Early last week Justin requested we make an apple pie. I didn’t immediately jump for joy over this request (see this post), but had wanted to go to a local orchard anyway and figured this was the right reason. We stopped by one afternoon and choose some Wolf River apples. Neither of us had ever heard of them, but the owner said they were good for baking, and as that was our purpose, we picked out a large basket.
After further research, it turns out we happened upon a winner! Wolf River apples originated in Wisconsin in the 1800′s and have been acknowledged as a great sweet apple for baking, making into sauce, and eating out of hand.

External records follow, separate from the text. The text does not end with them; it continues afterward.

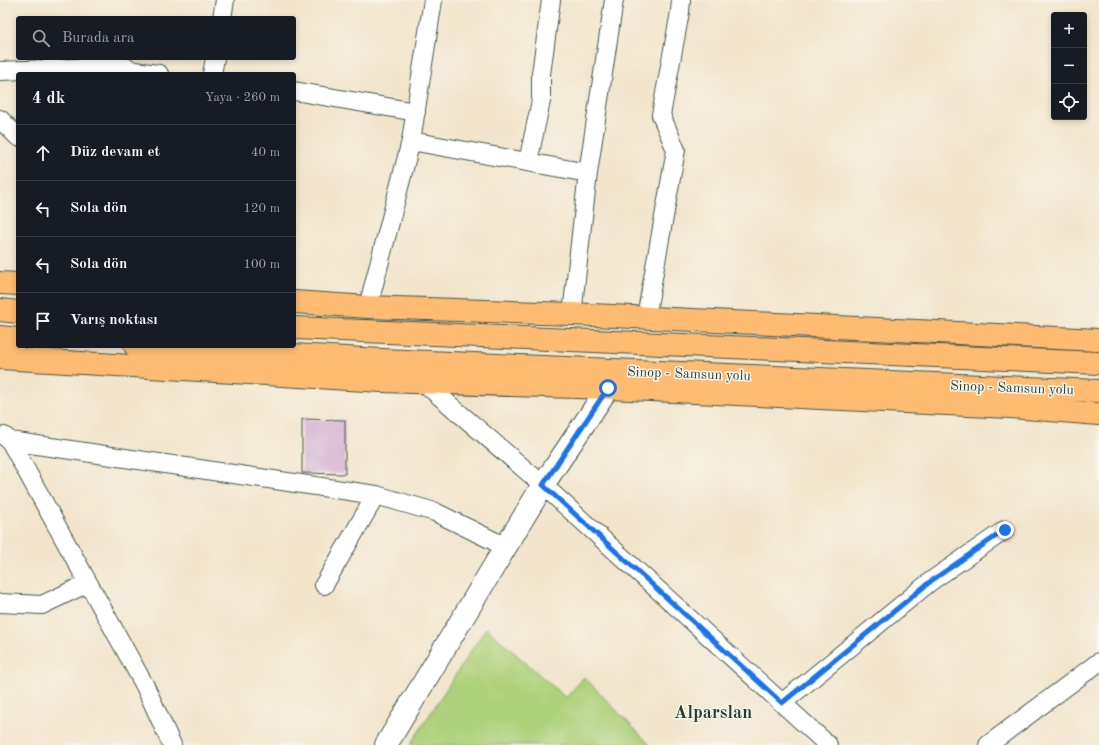 <!DOCTYPE html>
<html lang="tr">
<meta charset="utf-8">
<style>
:root{--surface:#171b24;--page:#20242c;--text:#f1f3f6;--muted:#9ea1a6;--line:#363941}
body{margin:0;font-family:"Old Standard TT",serif;background:var(--page);color:var(--text)}
.controls{position:absolute;right:12px;top:12px;display:grid;overflow:hidden;border-radius:4px;box-shadow:0 2px 6px #0003}
.controls button{width:36px;height:36px;display:grid;place-items:center;padding:0;border:0;border-bottom:1px solid var(--line);background:var(--surface);color:var(--text);font:20px sans-serif}
.stop{position:absolute;width:12px;height:12px;margin:-9px;border:3px solid #1a73e8;border-radius:50%;background:#fff}
.stop.end{background:#1a73e8;border-color:#fff;box-shadow:0 1px 4px #0008}
.list{margin:0;padding:0;list-style:none}
h2{display:flex;justify-content:space-between;align-items:center;height:52px;margin:0;padding:0 16px;font-size:17px}
h2 small{font-size:13px;font-weight:400;color:var(--muted)}
.list li{display:grid;grid-template-columns:26px 1fr auto;gap:12px;align-items:center;box-sizing:border-box;height:56px;padding:0 16px;border-top:1px solid var(--line)}
.list b{display:block;font-size:15px;white-space:nowrap}
.list em{font-size:13px;font-style:normal;color:var(--muted)}
.icon{flex:none;width:22px;height:22px;fill:none;stroke:currentColor;stroke-width:2;stroke-linecap:round;stroke-linejoin:round}
.map{position:relative;flex:none;width:1099px;height:745px;overflow:hidden}
.search{position:absolute;background:var(--surface);box-shadow:0 2px 6px #0003;left:16px;top:16px;width:280px;height:44px;display:flex;align-items:center;gap:10px;box-sizing:border-box;padding:0 14px;border-radius:4px;color:var(--muted);font-size:15px}
.panel{position:absolute;background:var(--surface);box-shadow:0 2px 6px #0003;left:16px;top:72px;width:280px;height:276px;border-radius:4px}
.map>svg:first-child{display:block}
</style>
<div class="map">
<svg width="1099" height="745" viewBox="0 0 1099 745">
<rect width="100%" height="100%" fill="#f7f3e8"/>
<filter id="ink" filterUnits="userSpaceOnUse"><feTurbulence type="fractalNoise" baseFrequency=".025" numOctaves="2"/><feDisplacementMap in="SourceGraphic" scale="8" xChannelSelector="R" yChannelSelector="G"/><feConvolveMatrix kernelMatrix="1 2 1 2 8 2 1 2 1" color-interpolation-filters="sRGB"/></filter>
<filter id="wash" filterUnits="userSpaceOnUse"><feTurbulence type="fractalNoise" baseFrequency=".012" numOctaves="4" result="noise"/><feDisplacementMap in="SourceGraphic" scale="16" xChannelSelector="R" yChannelSelector="G"/><feGaussianBlur stdDeviation="0.9" result="paint"/><feColorMatrix in="noise" values="0 0 0 0 0 0 0 0 0 0 0 0 0 0 0 0 0 1.4 0 .05"/><feComposite in="paint" operator="in"/></filter>
<g filter="url(#wash)">
<rect width="100%" height="100%" fill="#f2e5cc"/>
<path fill="#add17a" stroke="#668757" d="M486,628l80,70 18,-21 66,68h-240z"/>
<g id="blocks">
<path fill="#d2add2" d="M302,419l43,1v54l-43,-1z"/>
</g>
</g>
<g filter="url(#ink)">
<use href="#blocks" fill-opacity="0" stroke="#3f564b" stroke-width="1"/>
<g fill="none" stroke-linecap="round" stroke-linejoin="round">
<defs>
<g id="minor">
<path d="M222,18l3,-18"/>
<path d="M0,71l123,-5 11,5 25,3"/>
<path d="M212,74l3,-16"/>
<path d="M294,91l122,21"/>
<path d="M0,119l18,18"/>
<path d="M411,141l177,32"/>
<path d="M528,162l13,-61v-27l10,-74"/>
<path d="M368,307l43,-166 22,-141"/>
<path d="M572,314l16,-141 26,-173"/>
<path d="M646,317l30,-167 -15,-35 19,-103 1,-12"/>
<path d="M423,382l120,103 285,260"/>
<path d="M4,436l6,5 135,245 27,59"/>
<path d="M10,441l366,54 59,17 71,35"/>
<path d="M324,585l52,-90"/>
<path d="M0,603l42,2 46,-22"/>
<path d="M782,703l149,-122 74,-51"/>
<path d="M988,745l111,-83"/>
</g>
<path id="tertiary" d="M386,745l157,-260 65,-97"/>
<g id="trunk">
<path d="M0,283l18,1"/>
<path d="M294,302l74,5 204,7 527,26"/>
<path d="M0,310l18,2"/>
<path d="M294,328l805,35"/>
<path d="M0,337l18,2"/>
<path d="M135,346l247,14 717,31"/>
<path d="M0,358l382,23 226,7 402,19 89,7"/>
</g>
</defs>
<use href="#minor" stroke="#3f564b" stroke-width="20"/>
<use href="#tertiary" stroke="#3f564b" stroke-width="24"/>
<use href="#trunk" stroke="#3f564b" stroke-width="24"/>
<use href="#minor" stroke="#fff" stroke-width="18"/>
<use href="#tertiary" stroke="#fff" stroke-width="22"/>
<use href="#trunk" stroke="#febb71" stroke-width="22"/>
</g>
</g>
<g fill="none" stroke-linecap="round" stroke-linejoin="round" filter="url(#ink)">
<path stroke="#1a73e8" stroke-width="5" d="M608,388l-65,97 239,218 149,-122 74,-51"/>
</g>
<g text-anchor="middle" dominant-baseline="central" stroke-width="3" stroke-linejoin="round" paint-order="stroke">
<g font-size="14" fill="#1f3d34" stroke="#f7f3e8">
<text transform="translate(689 374) rotate(2)">Sinop - Samsun yolu</text>
<text transform="translate(1012 388) rotate(2)">Sinop - Samsun yolu</text>
</g>
<g font-size="18" font-weight="bold" fill="#1f3d34" stroke="#f7f3e8">
<text x="713" y="713">Alparslan</text>
</g>
</g>
</svg>
<div class="controls">
<button>+</button>
<button>−</button>
<button><svg class="icon" aria-label="locate" viewBox="0 0 24 24"><circle cx="12" cy="12" r="6"/><path d="M12 2v4M12 18v4M2 12h4M18 12h4"/></svg></button>
</div>
<div class="stop" style="left:608px;top:388px"></div>
<div class="stop end" style="left:1005px;top:530px"></div>
<div class="search"><svg class="icon" aria-label="search" viewBox="0 0 24 24"><circle cx="10" cy="10" r="6"/><path d="M15 15l6 6"/></svg>Burada ara</div>
<section class="panel">
<h2>4 dk<small>Yaya · 260 m</small></h2>
<ul class="list">
<li><svg class="icon" aria-label="ahead" viewBox="0 0 24 24"><path d="M12 20V5M6 11l6-6 6 6"/></svg><div><b>Düz devam et</b></div><em>40 m</em></li>
<li><svg class="icon" aria-label="left" viewBox="0 0 24 24"><path d="M17 20v-9H6M10 6l-5 5 5 5"/></svg><div><b>Sola dön</b></div><em>120 m</em></li>
<li><svg class="icon" aria-label="left" viewBox="0 0 24 24"><path d="M17 20v-9H6M10 6l-5 5 5 5"/></svg><div><b>Sola dön</b></div><em>100 m</em></li>
<li><svg class="icon" aria-label="arrive" viewBox="0 0 24 24"><path d="M6 21V4h12l-3 4 3 4H6"/></svg><div><b>Varış noktası</b></div></li>
</ul>
</section>
</div>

Justin set to work making the pie last Saturday evening, sticking with the Pat-a-Pan pie crust and Mom’s Plain Apple Pie recipes from The Amish Cook’s Baking Book. As I’ve never really been a fan of apple pie, I can’t say I was overly excited for what the result might be. I offered advice where needed, helped slice apples, and helped clean up.
Well, mostly helped clean up.
Things started looking up when he added extra brown sugar to the apples, and patted the crumb topping into place. And it did smell pretty incredible baking. And to top it off (literally), Justin mixed together some Honey Cinnamon Gelato.
I shouldn’t have doubted. Justin has a special pie gift. The crust was just as good when I had made the Peanut Butter Pie, better even, not dried out at all, and a wonderful flaky texture. The Wolf River apples baked to the perfect, tender consistency – not quite mush, but not crunchy in the least. The pie was sweet and the crumbly topping was delicious. The Honey Cinnamon Gelato was the perfect compliment.
The pie was such a success, that Justin made another one yesterday, this one with the Basic roll-out crust from the same book. Goodness Gracious. It is amazing. Impossibly flaky! The crumb topping baked to a perfectly perfect dark golden brown. It’s officially official. I love pie. Most especially the ones my husband makes.